___ Data under study
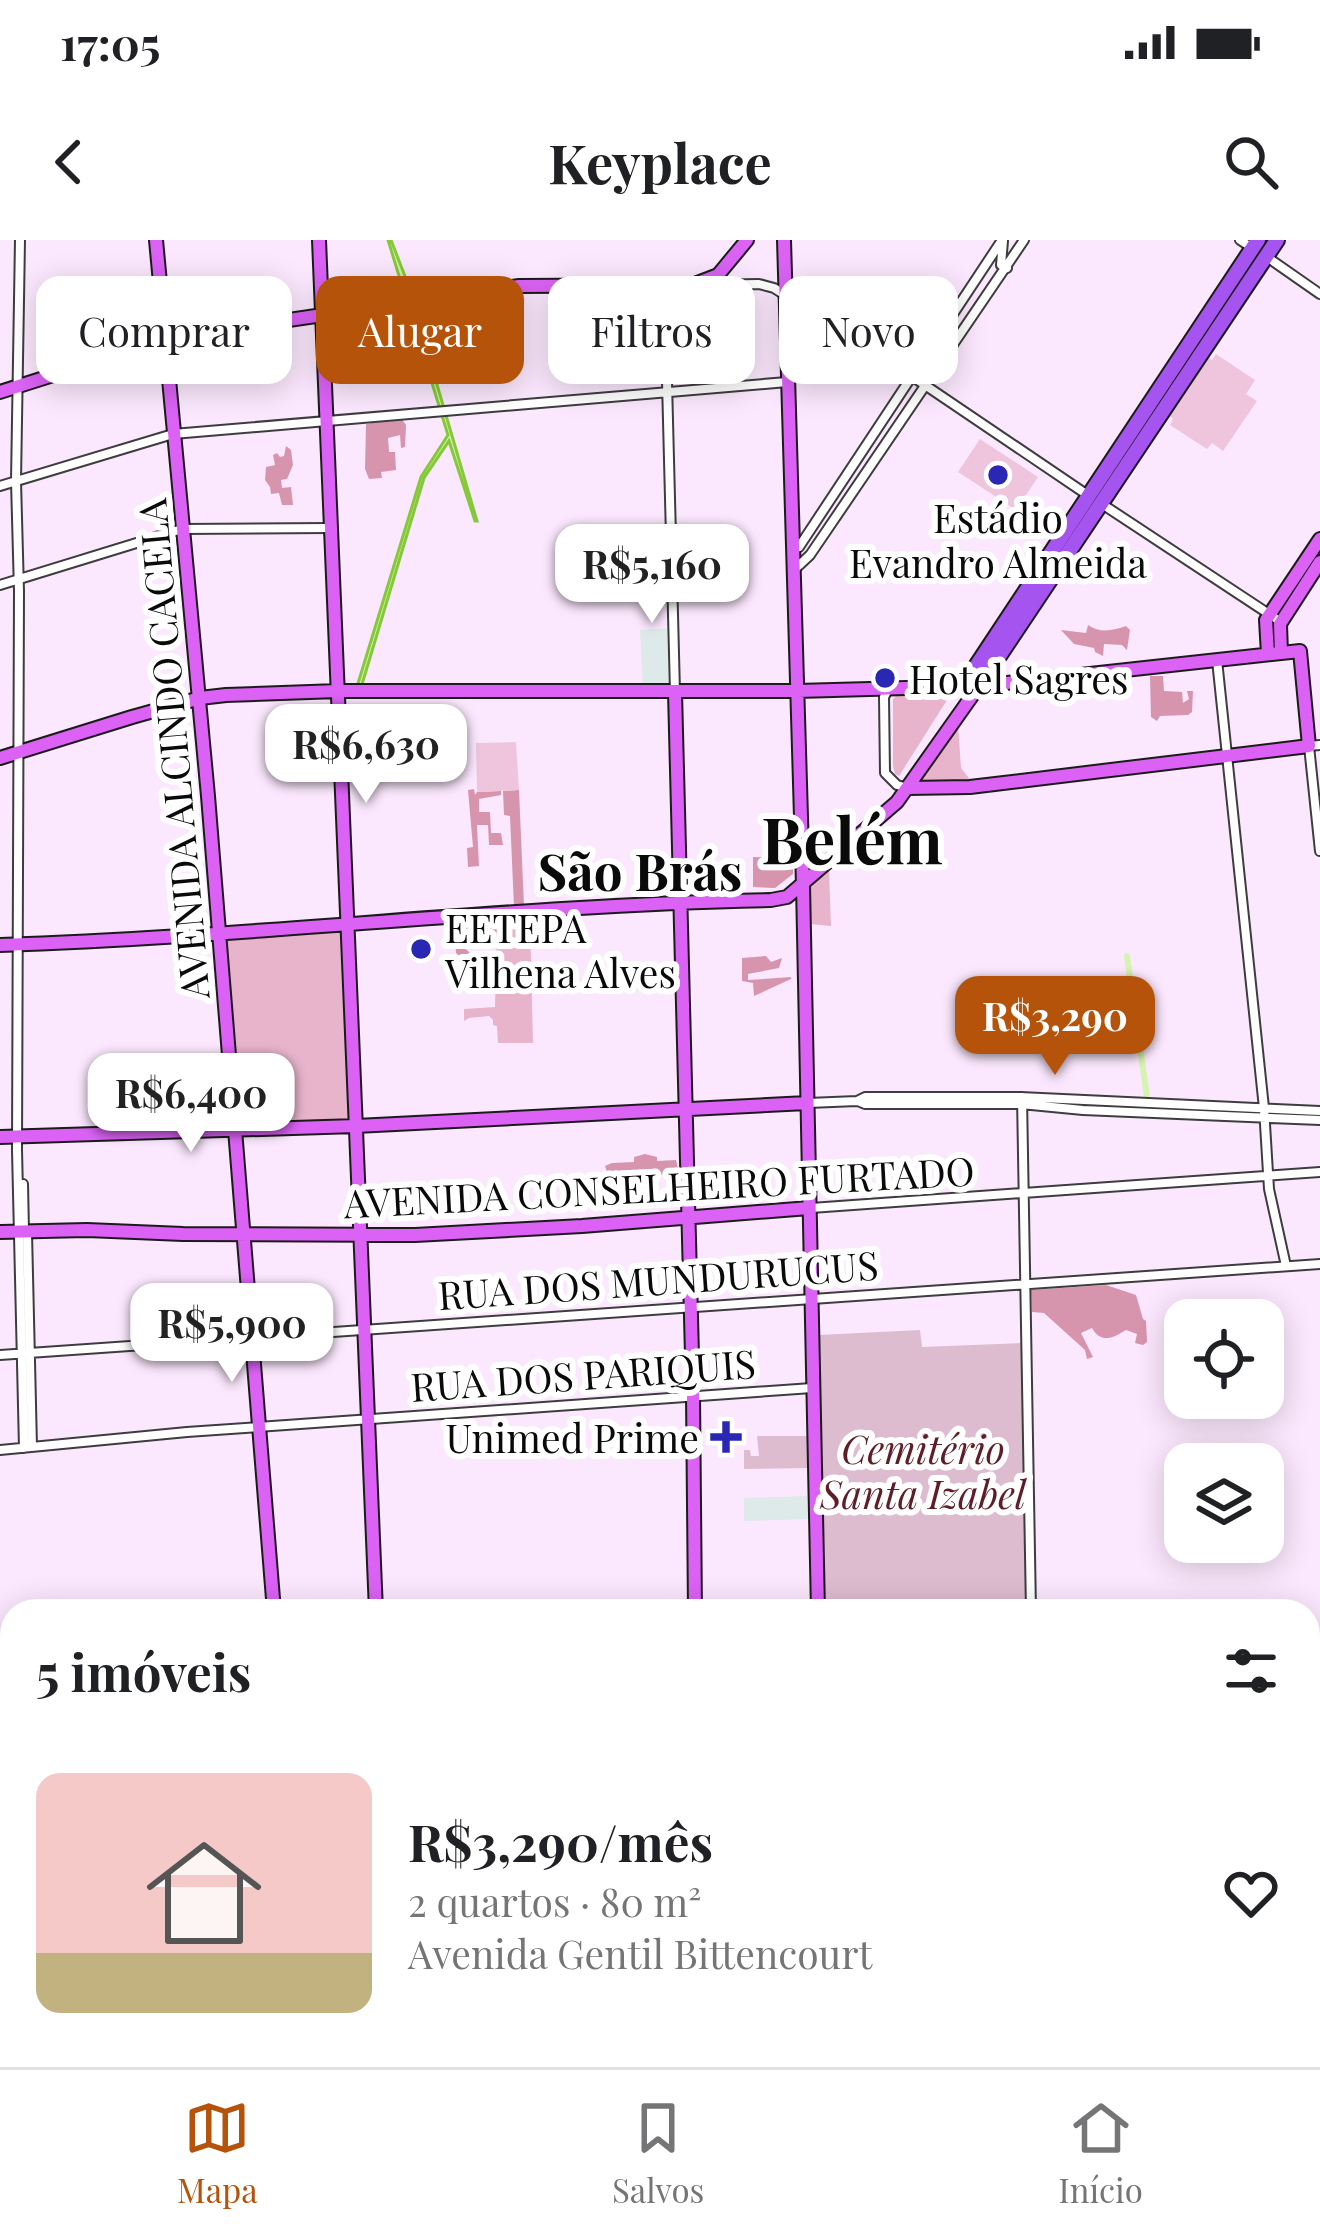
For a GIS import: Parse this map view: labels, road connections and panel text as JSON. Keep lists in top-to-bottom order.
{
  "streets": {
    "main road": ["AVENIDA ALCINDO CACELA", "AVENIDA CONSELHEIRO FURTADO"],
    "street": ["RUA DOS MUNDURUCUS", "RUA DOS PARIQUIS"]
  },
  "crossings": [
    ["AVENIDA ALCINDO CACELA", "AVENIDA CONSELHEIRO FURTADO"],
    ["AVENIDA ALCINDO CACELA", "RUA DOS MUNDURUCUS"],
    ["AVENIDA ALCINDO CACELA", "RUA DOS PARIQUIS"]
  ],
  "districts": ["Belém", "São Brás"],
  "parks": ["Cemitério Santa Izabel"],
  "places": {
    "other": ["Estádio Evandro Almeida", "Hotel Sagres", "EETEPA Vilhena Alves"],
    "health": ["Unimed Prime"]
  },
  "page": {
    "status": "17:05",
    "header": "Keyplace",
    "chip": [
      "Comprar",
      "Alugar",
      "Filtros",
      "Novo"
    ],
    "price": [
      "R$5,160",
      "R$6,630",
      "R$3,290",
      "R$6,400",
      "R$5,900"
    ],
    "heading": "5 imóveis",
    "list": [
      {
        "name": "R$3,290/mês",
        "note": "2 quartos · 80 m² · Avenida Gentil Bittencourt"
      }
    ],
    "tabs": ["Mapa", "Salvos", "Início"]
  }
}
______
● Your assignment
In repeating the entries, exclude the pictures and alter nothing else.

● Answer for this exercise
For a GIS import: Parse this map view: labels, road connections and panel text as JSON. Keep lists in top-to-bottom order.
{
  "streets": {
    "main road": ["AVENIDA ALCINDO CACELA", "AVENIDA CONSELHEIRO FURTADO"],
    "street": ["RUA DOS MUNDURUCUS", "RUA DOS PARIQUIS"]
  },
  "crossings": [
    ["AVENIDA ALCINDO CACELA", "AVENIDA CONSELHEIRO FURTADO"],
    ["AVENIDA ALCINDO CACELA", "RUA DOS MUNDURUCUS"],
    ["AVENIDA ALCINDO CACELA", "RUA DOS PARIQUIS"]
  ],
  "districts": ["Belém", "São Brás"],
  "parks": ["Cemitério Santa Izabel"],
  "places": {
    "other": ["Estádio Evandro Almeida", "Hotel Sagres", "EETEPA Vilhena Alves"],
    "health": ["Unimed Prime"]
  },
  "page": {
    "status": "17:05",
    "header": "Keyplace",
    "chip": [
      "Comprar",
      "Alugar",
      "Filtros",
      "Novo"
    ],
    "price": [
      "R$5,160",
      "R$6,630",
      "R$3,290",
      "R$6,400",
      "R$5,900"
    ],
    "heading": "5 imóveis",
    "list": [
      {
        "name": "R$3,290/mês",
        "note": "2 quartos · 80 m² · Avenida Gentil Bittencourt"
      }
    ],
    "tabs": ["Mapa", "Salvos", "Início"]
  }
}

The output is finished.